- [THE DATA]:
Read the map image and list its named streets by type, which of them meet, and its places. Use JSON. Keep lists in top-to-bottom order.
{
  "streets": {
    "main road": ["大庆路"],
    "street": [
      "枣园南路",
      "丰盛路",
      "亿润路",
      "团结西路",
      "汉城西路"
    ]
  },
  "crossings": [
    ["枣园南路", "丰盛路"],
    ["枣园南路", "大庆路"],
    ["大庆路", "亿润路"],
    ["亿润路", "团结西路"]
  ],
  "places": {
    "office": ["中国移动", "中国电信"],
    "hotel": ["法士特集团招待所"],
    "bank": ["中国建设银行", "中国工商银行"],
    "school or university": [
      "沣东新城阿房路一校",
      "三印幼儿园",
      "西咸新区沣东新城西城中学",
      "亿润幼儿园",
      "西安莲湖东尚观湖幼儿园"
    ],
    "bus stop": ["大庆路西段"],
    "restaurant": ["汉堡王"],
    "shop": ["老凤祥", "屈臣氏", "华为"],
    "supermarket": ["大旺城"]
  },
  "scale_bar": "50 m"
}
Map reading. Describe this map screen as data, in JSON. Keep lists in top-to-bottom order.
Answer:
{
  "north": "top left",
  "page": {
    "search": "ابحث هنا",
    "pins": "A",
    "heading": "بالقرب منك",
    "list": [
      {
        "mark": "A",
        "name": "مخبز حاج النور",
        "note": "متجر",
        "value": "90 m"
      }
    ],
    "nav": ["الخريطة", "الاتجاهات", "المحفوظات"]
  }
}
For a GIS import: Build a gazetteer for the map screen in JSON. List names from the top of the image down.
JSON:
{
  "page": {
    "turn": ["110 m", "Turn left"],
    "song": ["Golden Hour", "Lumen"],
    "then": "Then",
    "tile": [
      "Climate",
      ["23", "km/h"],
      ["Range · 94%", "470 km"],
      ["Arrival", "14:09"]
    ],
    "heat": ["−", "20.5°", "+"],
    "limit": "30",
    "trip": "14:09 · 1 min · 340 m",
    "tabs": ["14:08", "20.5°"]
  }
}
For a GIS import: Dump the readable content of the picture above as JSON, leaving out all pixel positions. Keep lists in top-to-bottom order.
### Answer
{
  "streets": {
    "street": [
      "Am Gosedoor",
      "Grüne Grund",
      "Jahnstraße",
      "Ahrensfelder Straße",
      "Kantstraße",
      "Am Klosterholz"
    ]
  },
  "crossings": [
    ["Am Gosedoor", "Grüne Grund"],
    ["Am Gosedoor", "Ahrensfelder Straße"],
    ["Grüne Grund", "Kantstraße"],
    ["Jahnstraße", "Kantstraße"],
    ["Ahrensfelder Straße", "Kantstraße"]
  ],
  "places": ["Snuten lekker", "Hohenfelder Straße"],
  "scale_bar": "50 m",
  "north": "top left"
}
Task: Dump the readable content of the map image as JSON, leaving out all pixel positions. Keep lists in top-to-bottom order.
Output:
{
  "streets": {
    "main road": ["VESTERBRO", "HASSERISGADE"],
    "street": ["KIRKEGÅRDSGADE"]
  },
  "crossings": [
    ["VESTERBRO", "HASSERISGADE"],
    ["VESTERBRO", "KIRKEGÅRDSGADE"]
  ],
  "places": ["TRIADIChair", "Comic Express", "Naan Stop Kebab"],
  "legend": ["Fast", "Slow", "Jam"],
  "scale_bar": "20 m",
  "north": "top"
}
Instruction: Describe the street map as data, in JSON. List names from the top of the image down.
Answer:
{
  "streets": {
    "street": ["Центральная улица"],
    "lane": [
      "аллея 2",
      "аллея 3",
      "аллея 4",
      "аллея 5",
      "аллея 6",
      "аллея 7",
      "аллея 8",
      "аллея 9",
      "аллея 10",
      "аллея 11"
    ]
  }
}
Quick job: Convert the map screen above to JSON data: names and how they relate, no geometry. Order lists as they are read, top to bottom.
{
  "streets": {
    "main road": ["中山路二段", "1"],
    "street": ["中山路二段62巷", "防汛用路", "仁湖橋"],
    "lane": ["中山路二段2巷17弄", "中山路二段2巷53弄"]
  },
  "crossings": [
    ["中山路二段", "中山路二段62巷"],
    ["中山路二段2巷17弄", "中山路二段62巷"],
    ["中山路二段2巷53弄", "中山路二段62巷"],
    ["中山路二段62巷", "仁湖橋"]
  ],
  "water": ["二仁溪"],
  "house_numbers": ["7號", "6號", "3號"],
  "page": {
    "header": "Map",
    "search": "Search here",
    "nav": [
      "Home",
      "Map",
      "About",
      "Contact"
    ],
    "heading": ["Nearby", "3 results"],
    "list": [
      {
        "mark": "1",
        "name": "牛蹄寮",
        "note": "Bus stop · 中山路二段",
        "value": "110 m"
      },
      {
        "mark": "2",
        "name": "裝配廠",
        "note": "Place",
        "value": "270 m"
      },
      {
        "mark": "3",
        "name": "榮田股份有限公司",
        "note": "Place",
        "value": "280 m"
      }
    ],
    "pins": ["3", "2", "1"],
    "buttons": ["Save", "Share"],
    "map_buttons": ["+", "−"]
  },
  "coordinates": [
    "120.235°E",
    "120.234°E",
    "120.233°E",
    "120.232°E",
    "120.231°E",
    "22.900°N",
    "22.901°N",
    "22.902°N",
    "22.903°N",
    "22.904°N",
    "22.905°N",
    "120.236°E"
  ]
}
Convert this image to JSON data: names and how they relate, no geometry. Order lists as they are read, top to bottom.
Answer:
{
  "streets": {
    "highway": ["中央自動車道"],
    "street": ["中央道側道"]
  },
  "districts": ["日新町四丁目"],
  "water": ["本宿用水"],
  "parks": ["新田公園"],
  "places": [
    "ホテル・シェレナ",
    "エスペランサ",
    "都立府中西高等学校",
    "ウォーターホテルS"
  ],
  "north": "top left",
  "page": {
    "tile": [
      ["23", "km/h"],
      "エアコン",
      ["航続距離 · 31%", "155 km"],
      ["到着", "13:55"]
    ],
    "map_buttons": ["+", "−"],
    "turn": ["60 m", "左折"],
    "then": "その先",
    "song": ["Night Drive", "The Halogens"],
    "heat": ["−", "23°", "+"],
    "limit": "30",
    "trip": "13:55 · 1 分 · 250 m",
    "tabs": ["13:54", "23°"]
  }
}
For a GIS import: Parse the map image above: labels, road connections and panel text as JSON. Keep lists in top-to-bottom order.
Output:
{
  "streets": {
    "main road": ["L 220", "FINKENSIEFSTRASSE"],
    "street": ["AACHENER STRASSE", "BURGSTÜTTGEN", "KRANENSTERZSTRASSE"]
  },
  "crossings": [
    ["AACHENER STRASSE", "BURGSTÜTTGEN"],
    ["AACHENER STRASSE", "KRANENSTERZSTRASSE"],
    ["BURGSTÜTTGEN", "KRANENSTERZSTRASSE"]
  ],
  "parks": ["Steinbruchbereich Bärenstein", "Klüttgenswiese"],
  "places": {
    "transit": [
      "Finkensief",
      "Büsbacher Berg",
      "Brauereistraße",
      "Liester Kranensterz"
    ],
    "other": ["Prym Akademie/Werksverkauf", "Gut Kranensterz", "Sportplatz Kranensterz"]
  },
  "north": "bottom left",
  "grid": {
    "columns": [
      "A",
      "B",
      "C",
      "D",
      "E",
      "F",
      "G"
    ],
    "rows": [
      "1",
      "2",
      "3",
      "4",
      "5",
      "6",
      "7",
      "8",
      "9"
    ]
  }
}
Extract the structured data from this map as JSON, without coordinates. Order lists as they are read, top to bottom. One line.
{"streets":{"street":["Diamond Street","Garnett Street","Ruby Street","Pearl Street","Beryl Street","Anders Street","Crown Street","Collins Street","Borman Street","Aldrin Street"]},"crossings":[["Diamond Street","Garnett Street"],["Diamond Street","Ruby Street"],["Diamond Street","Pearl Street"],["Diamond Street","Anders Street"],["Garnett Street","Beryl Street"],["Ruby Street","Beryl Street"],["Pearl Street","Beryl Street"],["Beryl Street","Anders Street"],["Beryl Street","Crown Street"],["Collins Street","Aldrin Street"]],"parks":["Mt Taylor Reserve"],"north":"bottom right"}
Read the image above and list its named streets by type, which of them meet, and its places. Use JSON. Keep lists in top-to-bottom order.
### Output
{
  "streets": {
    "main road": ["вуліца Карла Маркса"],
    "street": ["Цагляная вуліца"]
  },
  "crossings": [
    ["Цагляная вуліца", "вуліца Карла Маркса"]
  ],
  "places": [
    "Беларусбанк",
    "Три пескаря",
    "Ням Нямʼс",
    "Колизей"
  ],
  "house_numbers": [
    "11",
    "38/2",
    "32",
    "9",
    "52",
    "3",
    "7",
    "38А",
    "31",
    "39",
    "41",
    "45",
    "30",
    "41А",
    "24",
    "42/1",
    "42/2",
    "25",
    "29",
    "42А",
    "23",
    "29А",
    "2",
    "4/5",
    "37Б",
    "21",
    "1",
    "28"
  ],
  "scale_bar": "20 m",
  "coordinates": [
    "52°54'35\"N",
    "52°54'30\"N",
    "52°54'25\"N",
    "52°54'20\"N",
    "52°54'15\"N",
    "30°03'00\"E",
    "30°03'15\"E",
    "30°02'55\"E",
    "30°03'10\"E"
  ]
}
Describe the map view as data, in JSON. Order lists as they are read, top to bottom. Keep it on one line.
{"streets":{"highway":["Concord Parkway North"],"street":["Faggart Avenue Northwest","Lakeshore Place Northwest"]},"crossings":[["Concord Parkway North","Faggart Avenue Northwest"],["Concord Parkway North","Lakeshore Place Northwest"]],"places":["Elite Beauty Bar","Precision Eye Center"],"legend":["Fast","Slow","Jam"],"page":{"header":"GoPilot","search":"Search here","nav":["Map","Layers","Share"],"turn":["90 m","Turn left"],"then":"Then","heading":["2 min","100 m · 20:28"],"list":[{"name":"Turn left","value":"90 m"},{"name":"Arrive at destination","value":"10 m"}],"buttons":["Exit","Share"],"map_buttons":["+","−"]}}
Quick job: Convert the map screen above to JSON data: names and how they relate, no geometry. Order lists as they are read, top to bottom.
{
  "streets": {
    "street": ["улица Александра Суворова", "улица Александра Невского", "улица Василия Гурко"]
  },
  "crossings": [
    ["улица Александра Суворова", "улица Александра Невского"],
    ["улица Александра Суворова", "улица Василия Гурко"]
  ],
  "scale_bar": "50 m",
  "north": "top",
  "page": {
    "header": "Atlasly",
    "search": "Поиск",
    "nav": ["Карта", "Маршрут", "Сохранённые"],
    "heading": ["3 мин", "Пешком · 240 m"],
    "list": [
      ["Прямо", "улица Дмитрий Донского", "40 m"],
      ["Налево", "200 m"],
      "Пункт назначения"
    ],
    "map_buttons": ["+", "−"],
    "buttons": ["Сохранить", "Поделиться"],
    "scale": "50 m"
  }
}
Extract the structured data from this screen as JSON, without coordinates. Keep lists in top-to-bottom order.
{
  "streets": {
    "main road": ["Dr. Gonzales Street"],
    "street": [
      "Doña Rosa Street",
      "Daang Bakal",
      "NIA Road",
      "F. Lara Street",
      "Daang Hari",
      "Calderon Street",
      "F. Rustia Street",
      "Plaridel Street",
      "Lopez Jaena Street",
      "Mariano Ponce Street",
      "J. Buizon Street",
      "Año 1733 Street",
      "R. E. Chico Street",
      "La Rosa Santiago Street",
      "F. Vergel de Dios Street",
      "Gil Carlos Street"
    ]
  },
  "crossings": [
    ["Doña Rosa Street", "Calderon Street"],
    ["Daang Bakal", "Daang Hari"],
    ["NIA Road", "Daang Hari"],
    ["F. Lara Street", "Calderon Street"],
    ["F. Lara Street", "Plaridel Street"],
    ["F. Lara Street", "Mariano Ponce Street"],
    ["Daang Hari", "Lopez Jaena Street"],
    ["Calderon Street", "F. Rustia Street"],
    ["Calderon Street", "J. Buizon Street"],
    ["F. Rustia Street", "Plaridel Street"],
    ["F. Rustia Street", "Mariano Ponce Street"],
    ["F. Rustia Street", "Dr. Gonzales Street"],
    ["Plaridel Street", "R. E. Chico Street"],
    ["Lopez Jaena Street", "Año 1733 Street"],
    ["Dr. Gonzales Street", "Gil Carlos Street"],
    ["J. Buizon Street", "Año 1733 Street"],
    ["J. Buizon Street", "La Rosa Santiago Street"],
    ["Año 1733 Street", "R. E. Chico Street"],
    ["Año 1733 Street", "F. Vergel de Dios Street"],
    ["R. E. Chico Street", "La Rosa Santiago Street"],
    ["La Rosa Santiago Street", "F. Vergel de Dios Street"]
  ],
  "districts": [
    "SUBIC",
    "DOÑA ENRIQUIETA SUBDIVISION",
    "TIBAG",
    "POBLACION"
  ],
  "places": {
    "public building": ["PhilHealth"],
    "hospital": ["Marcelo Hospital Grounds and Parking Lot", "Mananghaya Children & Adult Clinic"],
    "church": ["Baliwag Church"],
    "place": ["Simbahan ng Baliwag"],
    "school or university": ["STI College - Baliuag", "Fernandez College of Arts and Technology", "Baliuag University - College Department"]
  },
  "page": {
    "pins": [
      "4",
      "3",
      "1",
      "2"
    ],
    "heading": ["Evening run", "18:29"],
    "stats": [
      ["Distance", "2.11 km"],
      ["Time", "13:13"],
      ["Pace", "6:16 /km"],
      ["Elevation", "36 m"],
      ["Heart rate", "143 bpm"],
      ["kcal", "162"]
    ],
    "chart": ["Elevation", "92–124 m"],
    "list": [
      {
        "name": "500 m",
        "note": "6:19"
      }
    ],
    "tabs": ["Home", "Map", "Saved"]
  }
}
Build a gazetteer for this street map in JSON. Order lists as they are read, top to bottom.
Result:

- [WORK TO COMPLETE]:
Could you return the lines in the entries above that contain "import"?

- [OUTPUT FOR THIS TASK]:
For a GIS import: Build a gazetteer for the map screen in JSON. List names from the top of the image down.
For a GIS import: Dump the readable content of the picture above as JSON, leaving out all pixel positions. Keep lists in top-to-bottom order.
For a GIS import: Parse the map image above: labels, road connections and panel text as JSON. Keep lists in top-to-bottom order.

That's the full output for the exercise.